The family name Bodkin is usually derived from Baldwin, with the same diminutive suffix as above. I am not aware of any refutation of this etymology. (This is an answer to the question asked several years ago. Better late than never.)

And now the phrase to ride bodkin, which means “to occupy a seat on a coach, wedged in between two others.” The earliest citation in The Oxford English Dictionary (OED) goes back to 1638, to a time when it was still common, one would think, to make one’s quietus with a bare bodkin, and the OED does not seem to have any trouble with the origin of the metaphor. But it may be of interest to read what the contributors to Notes and Queries (a wonderful weekly at that time) had to say about the subject after the publication of the fascicle of the OED with bodkin. I’ll quote only two statements: “It has been suggested to me that a place in which to set a sword (or bodkin) used to exist in the old traveling coach or chariot between the two occupants of the ‘front seat’.” “The ‘sword case’ in old carriages was not a perpendicular socket, but a horizontal recess [!] in the upper part of the back, the full width of the carriage.” Finally, F. Adams, whose letters often appeared in the periodical, pointed out that in the earliest examples there is no connection of wedging in between two others.

Two British (regional) words

Stroil ~ sproil: sprawling indeed. (Photo by John Tann, CC 2.0.)

To lomp is a phonetic variant of to lump, and to the extent that it is still a colloquialism (in whatever sense), it reflects a dialectal pronunciation of the better-known form. The question was whether I know this word. I have seen it mentioned in dictionaries but never heard or used it.

The origin of stroil ~ stroyl “couch, or quitch grass” is unknown. Most words ending in the diphthong [oil] (boil, coil, foil, moil, oil, soil, toil) have reached English from French and sometimes display the variation of the rile ~ roil type. Therefore, stroil may go back to strile (as boil “inflamed tumor” goes back to bile), but strile has not been attested. On the other hand, stroil alternates with sproil, which is a variant of sprawl. (I found this information in Joseph Wright’s inestimable The English Dialect Dictionary.) Could the plant get its name because it sprawls?

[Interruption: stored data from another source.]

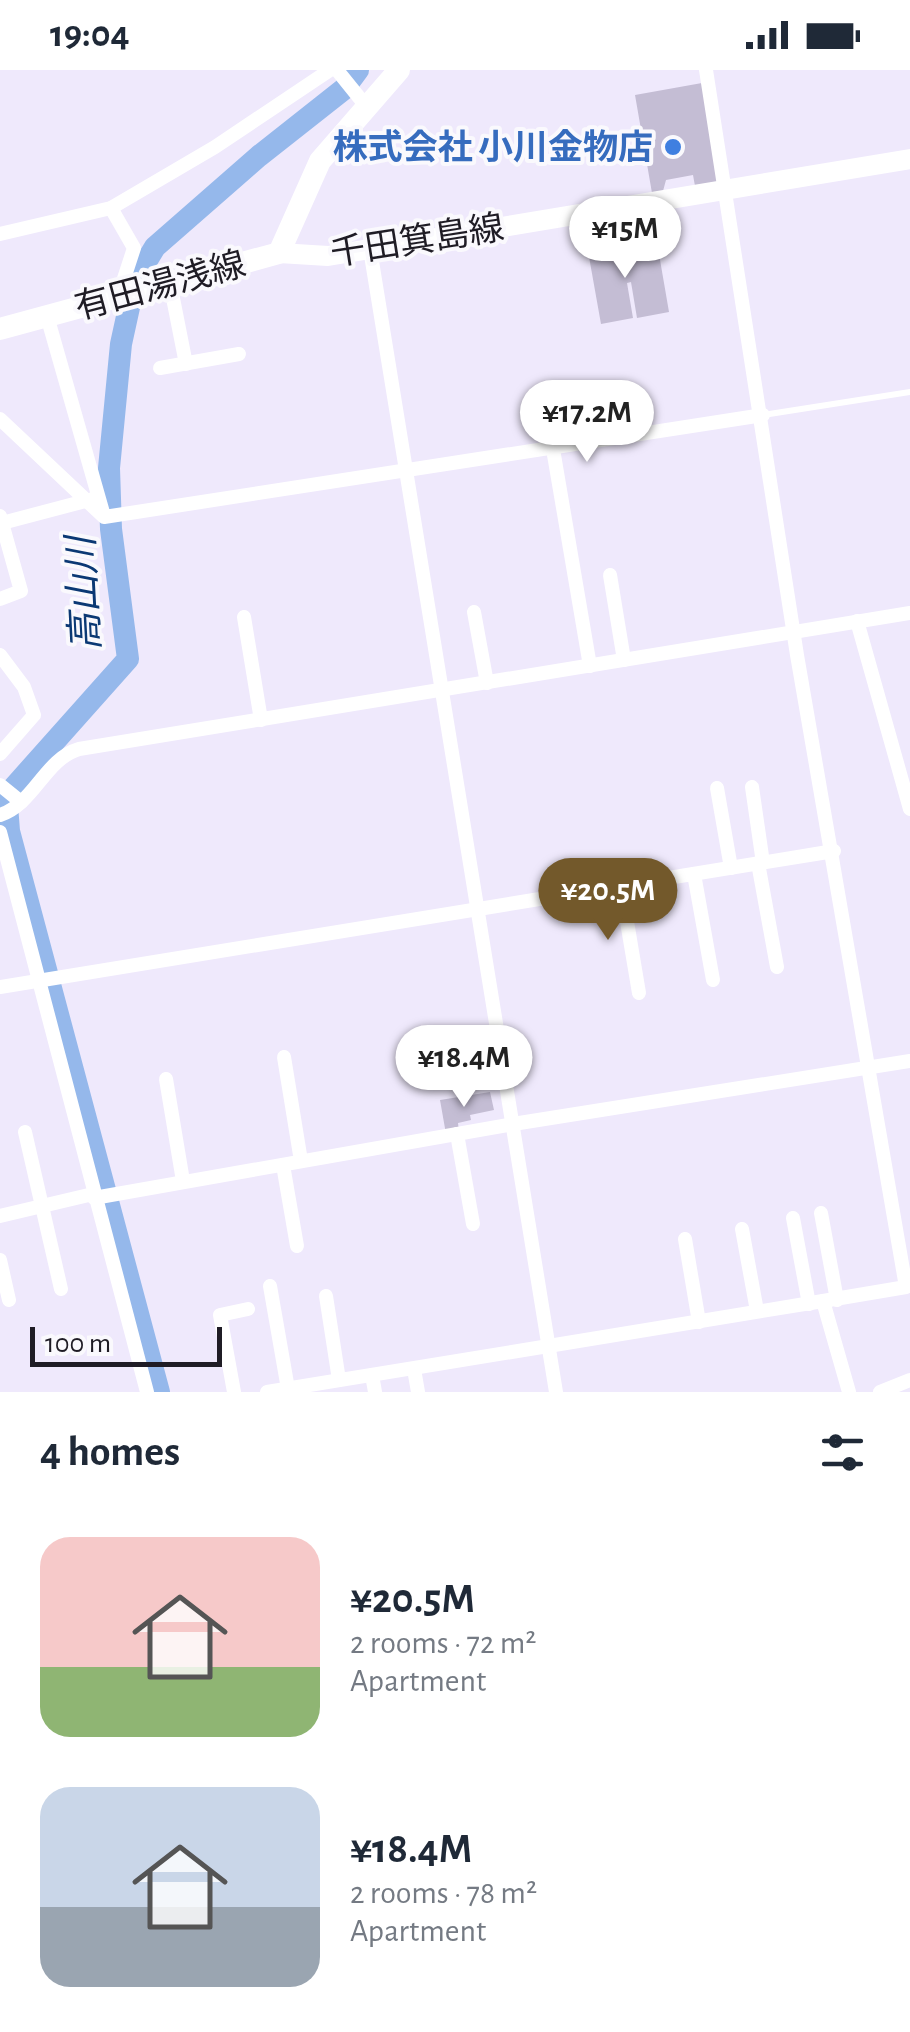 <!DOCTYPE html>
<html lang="en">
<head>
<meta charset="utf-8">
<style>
	:root { --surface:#fff; --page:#f2f2f3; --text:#1f2937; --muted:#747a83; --accent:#73592b }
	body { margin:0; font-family:"Alegreya Sans","Noto Sans JP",sans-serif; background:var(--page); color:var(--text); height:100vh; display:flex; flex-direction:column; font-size:38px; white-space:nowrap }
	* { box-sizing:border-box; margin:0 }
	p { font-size:32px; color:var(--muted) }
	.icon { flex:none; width:55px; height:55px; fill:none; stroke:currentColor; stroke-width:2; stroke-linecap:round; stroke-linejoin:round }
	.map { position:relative; height:1322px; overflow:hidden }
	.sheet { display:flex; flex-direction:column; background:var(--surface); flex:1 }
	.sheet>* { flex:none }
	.scale { position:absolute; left:30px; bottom:25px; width:192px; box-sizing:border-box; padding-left:10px; border:5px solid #1f1c25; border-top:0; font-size:28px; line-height:35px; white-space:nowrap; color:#1f1c25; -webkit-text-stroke:8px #faf9fd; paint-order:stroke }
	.price { position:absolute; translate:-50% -85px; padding:0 22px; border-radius:35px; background:#fff; color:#222; font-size:32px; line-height:65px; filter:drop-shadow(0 2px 5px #0008) }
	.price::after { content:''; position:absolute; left:50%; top:60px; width:30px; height:22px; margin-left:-15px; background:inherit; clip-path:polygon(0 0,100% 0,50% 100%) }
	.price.current { background:var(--accent); color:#fff }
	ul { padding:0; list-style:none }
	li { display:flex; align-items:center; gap:30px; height:250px; padding:0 40px }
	li span { display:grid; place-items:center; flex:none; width:280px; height:200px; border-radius:30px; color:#555 }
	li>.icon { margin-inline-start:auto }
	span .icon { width:120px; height:120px; fill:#fffc; stroke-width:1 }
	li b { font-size:42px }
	h2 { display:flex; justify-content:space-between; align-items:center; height:120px; padding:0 40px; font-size:42px }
	.status { display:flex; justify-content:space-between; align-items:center; height:70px; padding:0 50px; background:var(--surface); direction:ltr }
	.status svg { height:28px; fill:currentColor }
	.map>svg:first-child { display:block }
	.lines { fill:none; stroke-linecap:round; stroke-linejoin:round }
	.river { stroke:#95b8eb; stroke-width:22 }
	.building { fill:#c4bdd4 }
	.service { stroke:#fff; stroke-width:6 }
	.minor { stroke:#fff; stroke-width:14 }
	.secondary { stroke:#fff; stroke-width:20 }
	.primary { stroke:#fff; stroke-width:22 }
	.shop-dot { fill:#3f7fe0; stroke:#faf9fd; stroke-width:4 }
	.labels { text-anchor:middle; stroke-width:8; stroke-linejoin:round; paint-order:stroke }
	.shop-label { font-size:35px; font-weight:bold; fill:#366cbe; stroke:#faf9fd; text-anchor:end }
	.street-label { font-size:35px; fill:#1f1c25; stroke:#faf9fd }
	.water-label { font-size:38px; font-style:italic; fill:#0b3974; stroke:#faf9fd }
</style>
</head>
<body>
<div class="status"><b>19:04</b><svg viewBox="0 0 49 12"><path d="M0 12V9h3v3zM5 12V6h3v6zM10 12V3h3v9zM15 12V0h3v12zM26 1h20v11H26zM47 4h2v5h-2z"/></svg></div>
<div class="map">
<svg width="910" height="1322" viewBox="0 0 910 1322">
	<rect width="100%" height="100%" fill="#efe9fc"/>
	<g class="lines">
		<!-- river -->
		<polyline class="river" points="159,1322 9,761 7,735 14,717 128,589 111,459 109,398 121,274 135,210 155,177 259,86 344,19 358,0"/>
	</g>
	<!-- building -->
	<g class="building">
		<polygon points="702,13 719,112 695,116 693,105 666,110 663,121 652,123 635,25"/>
		<polygon points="620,164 624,190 659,184 669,242 637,248 631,212 627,213 633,248 601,254 586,170"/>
		<polygon points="490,1022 494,1040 470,1045 471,1050 458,1053 459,1062 446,1064 440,1030"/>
	</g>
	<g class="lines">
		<!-- service -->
		<polyline class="service" points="763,345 910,322"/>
		<!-- minor -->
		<g class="minor">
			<polyline points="337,0 366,36"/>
			<polyline points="706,0 797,585 906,1217 823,1231 849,1322"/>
			<polyline points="111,138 134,178 118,227"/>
			<polyline points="0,164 111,138 215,77 330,0"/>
			<polyline points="370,179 556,1322"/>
			<polyline points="170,213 186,294"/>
			<polyline points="47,246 104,446"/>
			<polyline points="160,298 239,284"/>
			<polyline points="0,349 104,447 763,345"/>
			<polyline points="553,379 590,596"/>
			<polyline points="0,446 21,521 0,529"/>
			<polyline points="2,453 93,429"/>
			<polyline points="610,505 624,590"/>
			<polyline points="474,542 487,613"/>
			<polyline points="244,547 261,650"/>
			<polyline points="857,551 910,739"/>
			<polyline points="0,585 24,617 34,645 0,684"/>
			<polyline points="0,715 21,732"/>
			<polyline points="752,717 763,793"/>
			<polyline points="717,718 731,798"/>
			<path d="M0 745C34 734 45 689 79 679L910 543"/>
			<polyline points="0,762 147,1322"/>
			<polyline points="758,793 777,897"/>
			<polyline points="694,804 713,910"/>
			<polyline points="621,816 639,923"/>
			<polyline points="0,917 834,781"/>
			<polyline points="284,987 301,1091"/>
			<polyline points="166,1009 183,1111"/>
			<polyline points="25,1062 61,1219"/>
			<polyline points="457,1064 473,1154"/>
			<polyline points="283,1095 297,1176"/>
			<polyline points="94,1128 513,1054 910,991"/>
			<polyline points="821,1143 837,1230"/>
			<polyline points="0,1146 93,1124"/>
			<polyline points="793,1148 809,1234"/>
			<polyline points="742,1159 757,1241"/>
			<polyline points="685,1169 699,1252"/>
			<polyline points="0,1190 9,1230"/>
			<polyline points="270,1216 288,1319"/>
			<polyline points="326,1226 339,1310"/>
			<polyline points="414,1299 418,1322"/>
			<polyline points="372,1305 375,1322"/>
			<polyline points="234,1322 220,1245 248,1239"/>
			<polyline points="267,1322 823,1231"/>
			<polyline points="880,1322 910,1310"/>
		</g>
		<!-- secondary -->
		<polyline class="secondary" points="279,183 328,186 910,89"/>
		<!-- primary -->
		<polyline class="primary" points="0,259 279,183 320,91 399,0"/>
	</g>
	<!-- markers -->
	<circle class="shop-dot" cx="673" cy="77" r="10"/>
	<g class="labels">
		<!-- shop labels -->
		<g class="shop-label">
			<text x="653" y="89">株式会社 小川金物店</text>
		</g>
		<!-- street labels -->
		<g class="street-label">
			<text transform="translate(417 170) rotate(-9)" y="12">千田箕島線</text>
			<text transform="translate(160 215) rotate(-15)" y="12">有田湯浅線</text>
		</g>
		<!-- water labels -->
		<g class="water-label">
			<text transform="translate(83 524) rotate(-93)" y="13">高山川</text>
		</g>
	</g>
</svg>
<div class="scale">100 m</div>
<b class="price" style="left:625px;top:211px">¥15M</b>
<b class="price" style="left:587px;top:395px">¥17.2M</b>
<b class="price current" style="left:608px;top:873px">¥20.5M</b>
<b class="price" style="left:464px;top:1040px">¥18.4M</b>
</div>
<section class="sheet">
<h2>4 homes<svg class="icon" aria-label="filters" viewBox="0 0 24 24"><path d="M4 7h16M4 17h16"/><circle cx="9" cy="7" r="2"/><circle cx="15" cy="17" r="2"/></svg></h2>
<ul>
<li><span style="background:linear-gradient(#f6c9c9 65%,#8fb573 0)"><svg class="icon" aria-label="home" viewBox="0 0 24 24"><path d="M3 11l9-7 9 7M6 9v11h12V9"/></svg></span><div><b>¥20.5M</b><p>2 rooms · 72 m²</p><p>Apartment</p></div></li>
<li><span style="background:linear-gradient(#c9d6e8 60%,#9aa5b1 0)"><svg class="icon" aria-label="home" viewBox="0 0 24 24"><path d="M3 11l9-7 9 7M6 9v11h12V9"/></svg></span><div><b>¥18.4M</b><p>2 rooms · 78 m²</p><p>Apartment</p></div></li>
</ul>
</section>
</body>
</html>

If so, then stroi! ~ stroyl would be an alternate variant of sproil. Mere guessing, as Walter W. Skeat used to say.

Feature image by Arwen Wood of the Portable Antiquities Scheme, on Wikimedia Commons (CC BY 2.0)

Recent Comments

  1. Constantinos Ragazas

    Anatoly,

    “… I had given up “etymological algebra.” Nothing can be farther from the truth.”

    Too much to hope for! Though you are selectively using “proper ablaut and regular consonant alterations” (what you called “etymological algebra” and I claim is contrived and aspirational) to reject my etymology proposals, while upholding your etymology proposals by not using.

    So which position is more intellectually honest?

  2. Daniel Milton

    In our time, “to ride shotgun” = to sit next to the driver is explainable, but seems just as unlikely as “to ride bodkin”.